A word-for-word copy of the records is needed, with every picture left out.

Data records
= Beginning of Section =
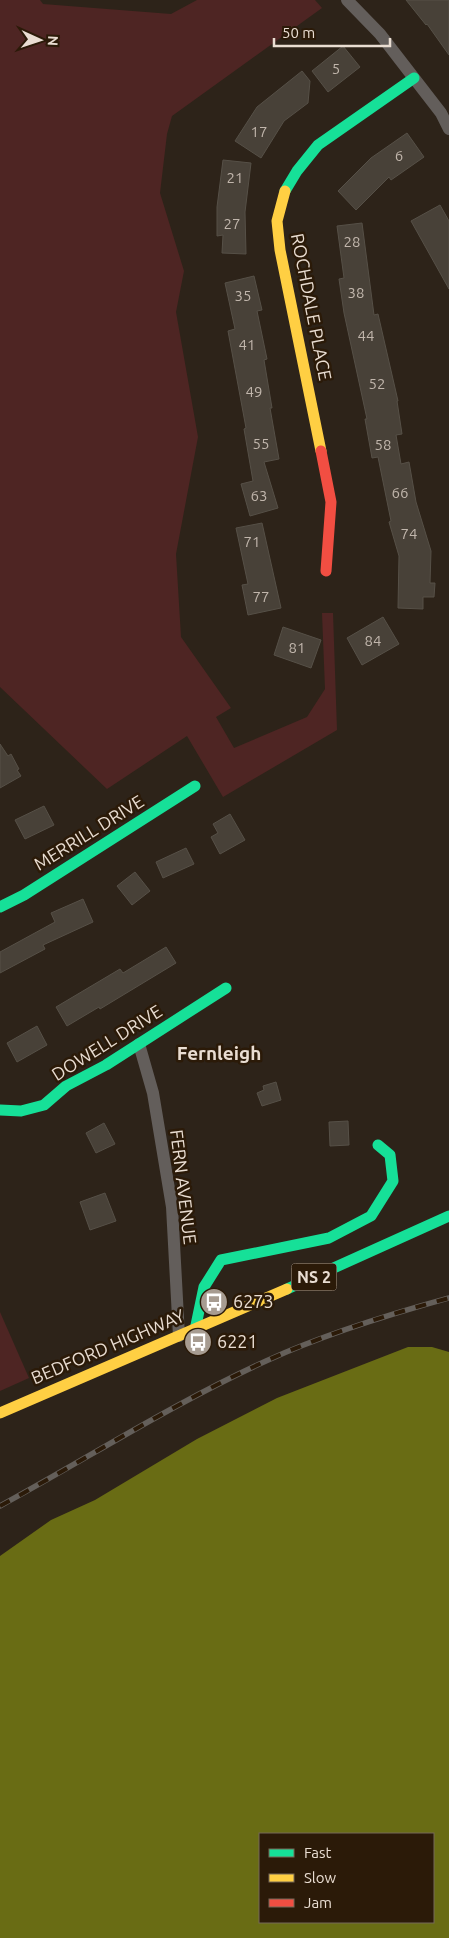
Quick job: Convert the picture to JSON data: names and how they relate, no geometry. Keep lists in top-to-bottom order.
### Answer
{
  "streets": {
    "street": [
      "ROCHDALE PLACE",
      "MERRILL DRIVE",
      "DOWELL DRIVE",
      "FERN AVENUE",
      "NS 2",
      "BEDFORD HIGHWAY"
    ]
  },
  "crossings": [
    ["DOWELL DRIVE", "FERN AVENUE"],
    ["FERN AVENUE", "BEDFORD HIGHWAY"]
  ],
  "districts": ["Fernleigh"],
  "places": {
    "bus stop": ["6273", "6221"]
  },
  "house_numbers": [
    "5",
    "17",
    "6",
    "21",
    "27",
    "28",
    "38",
    "35",
    "44",
    "41",
    "52",
    "49",
    "55",
    "58",
    "66",
    "63",
    "74",
    "71",
    "77",
    "84",
    "81"
  ],
  "legend": ["Fast", "Slow", "Jam"],
  "scale_bar": "50 m",
  "north": "right"
}
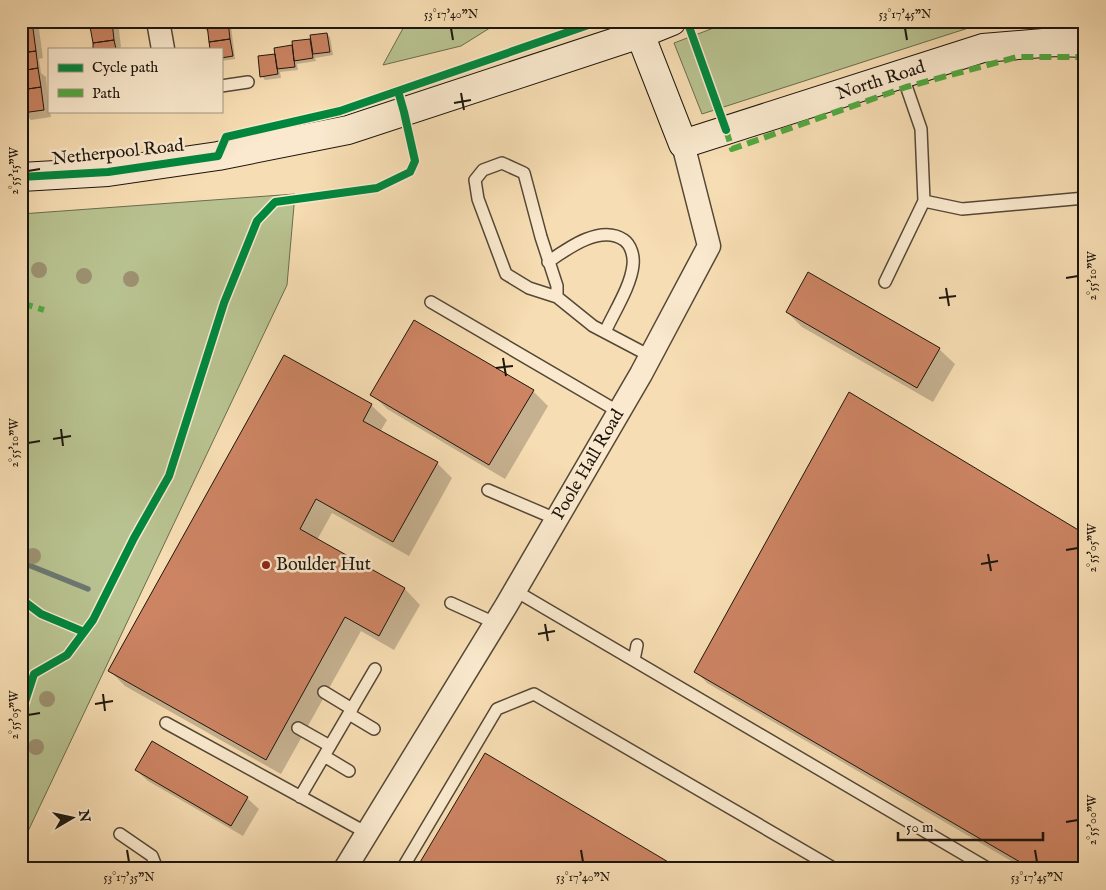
= End of Section =
--- Completed exercise ---
Quick job: Convert the picture to JSON data: names and how they relate, no geometry. Keep lists in top-to-bottom order.
### Answer
{
  "streets": {
    "street": [
      "ROCHDALE PLACE",
      "MERRILL DRIVE",
      "DOWELL DRIVE",
      "FERN AVENUE",
      "NS 2",
      "BEDFORD HIGHWAY"
    ]
  },
  "crossings": [
    ["DOWELL DRIVE", "FERN AVENUE"],
    ["FERN AVENUE", "BEDFORD HIGHWAY"]
  ],
  "districts": ["Fernleigh"],
  "places": {
    "bus stop": ["6273", "6221"]
  },
  "house_numbers": [
    "5",
    "17",
    "6",
    "21",
    "27",
    "28",
    "38",
    "35",
    "44",
    "41",
    "52",
    "49",
    "55",
    "58",
    "66",
    "63",
    "74",
    "71",
    "77",
    "84",
    "81"
  ],
  "legend": ["Fast", "Slow", "Jam"],
  "scale_bar": "50 m",
  "north": "right"
}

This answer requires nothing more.